» WHAT YOU ARE ASKED TO DO
Please write the listing below out again exactly, leaving every picture behind.

» WORKING DATA
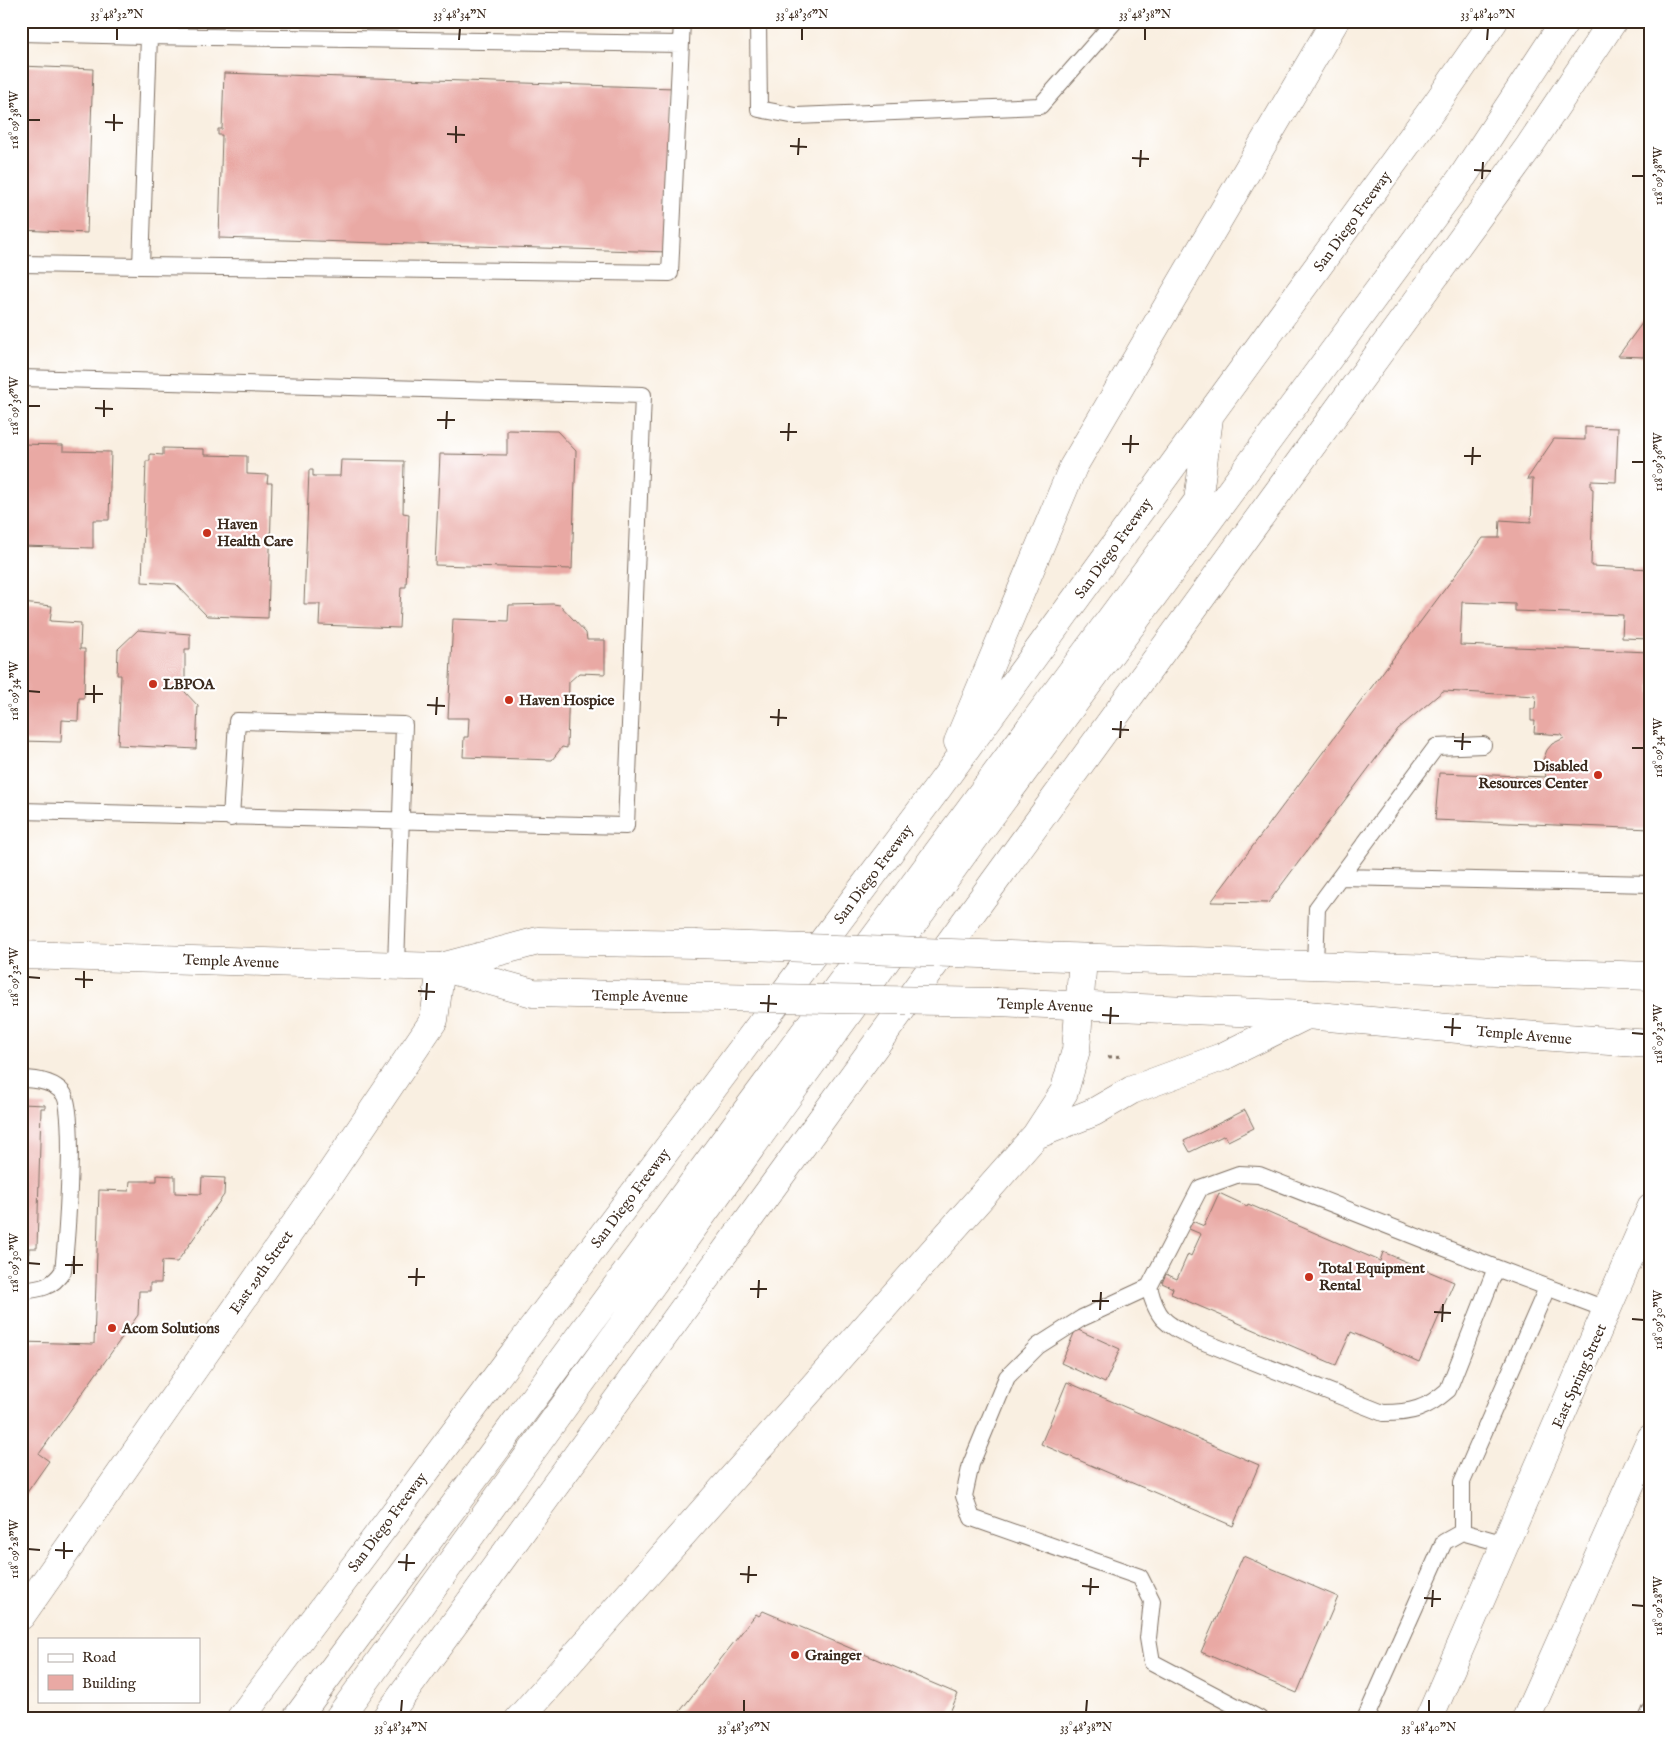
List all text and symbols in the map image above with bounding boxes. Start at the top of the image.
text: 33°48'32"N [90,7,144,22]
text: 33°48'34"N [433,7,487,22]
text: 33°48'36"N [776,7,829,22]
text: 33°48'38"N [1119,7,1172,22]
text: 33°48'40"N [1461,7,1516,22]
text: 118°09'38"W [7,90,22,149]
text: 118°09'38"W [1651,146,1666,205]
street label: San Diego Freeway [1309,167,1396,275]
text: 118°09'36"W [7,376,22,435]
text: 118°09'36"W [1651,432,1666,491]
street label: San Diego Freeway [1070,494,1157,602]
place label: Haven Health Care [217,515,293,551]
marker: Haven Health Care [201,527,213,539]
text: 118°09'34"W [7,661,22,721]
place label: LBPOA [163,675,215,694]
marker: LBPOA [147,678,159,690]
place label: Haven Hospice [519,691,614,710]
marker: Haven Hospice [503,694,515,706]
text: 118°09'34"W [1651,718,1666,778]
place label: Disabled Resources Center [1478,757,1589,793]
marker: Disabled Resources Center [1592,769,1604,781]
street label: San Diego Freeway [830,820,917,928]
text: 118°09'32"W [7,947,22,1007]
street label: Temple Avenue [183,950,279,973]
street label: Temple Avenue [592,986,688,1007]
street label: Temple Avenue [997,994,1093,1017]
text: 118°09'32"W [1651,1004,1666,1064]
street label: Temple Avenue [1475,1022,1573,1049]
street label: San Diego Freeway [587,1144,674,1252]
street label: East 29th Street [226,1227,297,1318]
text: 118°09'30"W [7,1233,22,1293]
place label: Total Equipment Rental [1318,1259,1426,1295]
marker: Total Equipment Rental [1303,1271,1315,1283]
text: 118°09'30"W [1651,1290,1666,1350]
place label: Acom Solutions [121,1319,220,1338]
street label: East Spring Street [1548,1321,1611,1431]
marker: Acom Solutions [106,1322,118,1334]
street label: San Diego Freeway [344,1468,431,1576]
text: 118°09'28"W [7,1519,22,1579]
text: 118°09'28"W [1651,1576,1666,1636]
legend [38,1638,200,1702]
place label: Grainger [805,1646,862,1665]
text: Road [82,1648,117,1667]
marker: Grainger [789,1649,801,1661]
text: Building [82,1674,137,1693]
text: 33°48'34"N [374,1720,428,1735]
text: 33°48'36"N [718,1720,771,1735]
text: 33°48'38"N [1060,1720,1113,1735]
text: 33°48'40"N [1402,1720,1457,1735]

» RESULT
List all text and symbols in the map image above with bounding boxes. Start at the top of the image.
text: 33°48'32"N [90,7,144,22]
text: 33°48'34"N [433,7,487,22]
text: 33°48'36"N [776,7,829,22]
text: 33°48'38"N [1119,7,1172,22]
text: 33°48'40"N [1461,7,1516,22]
text: 118°09'38"W [7,90,22,149]
text: 118°09'38"W [1651,146,1666,205]
street label: San Diego Freeway [1309,167,1396,275]
text: 118°09'36"W [7,376,22,435]
text: 118°09'36"W [1651,432,1666,491]
street label: San Diego Freeway [1070,494,1157,602]
place label: Haven Health Care [217,515,293,551]
marker: Haven Health Care [201,527,213,539]
text: 118°09'34"W [7,661,22,721]
place label: LBPOA [163,675,215,694]
marker: LBPOA [147,678,159,690]
place label: Haven Hospice [519,691,614,710]
marker: Haven Hospice [503,694,515,706]
text: 118°09'34"W [1651,718,1666,778]
place label: Disabled Resources Center [1478,757,1589,793]
marker: Disabled Resources Center [1592,769,1604,781]
street label: San Diego Freeway [830,820,917,928]
text: 118°09'32"W [7,947,22,1007]
street label: Temple Avenue [183,950,279,973]
street label: Temple Avenue [592,986,688,1007]
street label: Temple Avenue [997,994,1093,1017]
text: 118°09'32"W [1651,1004,1666,1064]
street label: Temple Avenue [1475,1022,1573,1049]
street label: San Diego Freeway [587,1144,674,1252]
street label: East 29th Street [226,1227,297,1318]
text: 118°09'30"W [7,1233,22,1293]
place label: Total Equipment Rental [1318,1259,1426,1295]
marker: Total Equipment Rental [1303,1271,1315,1283]
text: 118°09'30"W [1651,1290,1666,1350]
place label: Acom Solutions [121,1319,220,1338]
street label: East Spring Street [1548,1321,1611,1431]
marker: Acom Solutions [106,1322,118,1334]
street label: San Diego Freeway [344,1468,431,1576]
text: 118°09'28"W [7,1519,22,1579]
text: 118°09'28"W [1651,1576,1666,1636]
legend [38,1638,200,1702]
place label: Grainger [805,1646,862,1665]
text: Road [82,1648,117,1667]
marker: Grainger [789,1649,801,1661]
text: Building [82,1674,137,1693]
text: 33°48'34"N [374,1720,428,1735]
text: 33°48'36"N [718,1720,771,1735]
text: 33°48'38"N [1060,1720,1113,1735]
text: 33°48'40"N [1402,1720,1457,1735]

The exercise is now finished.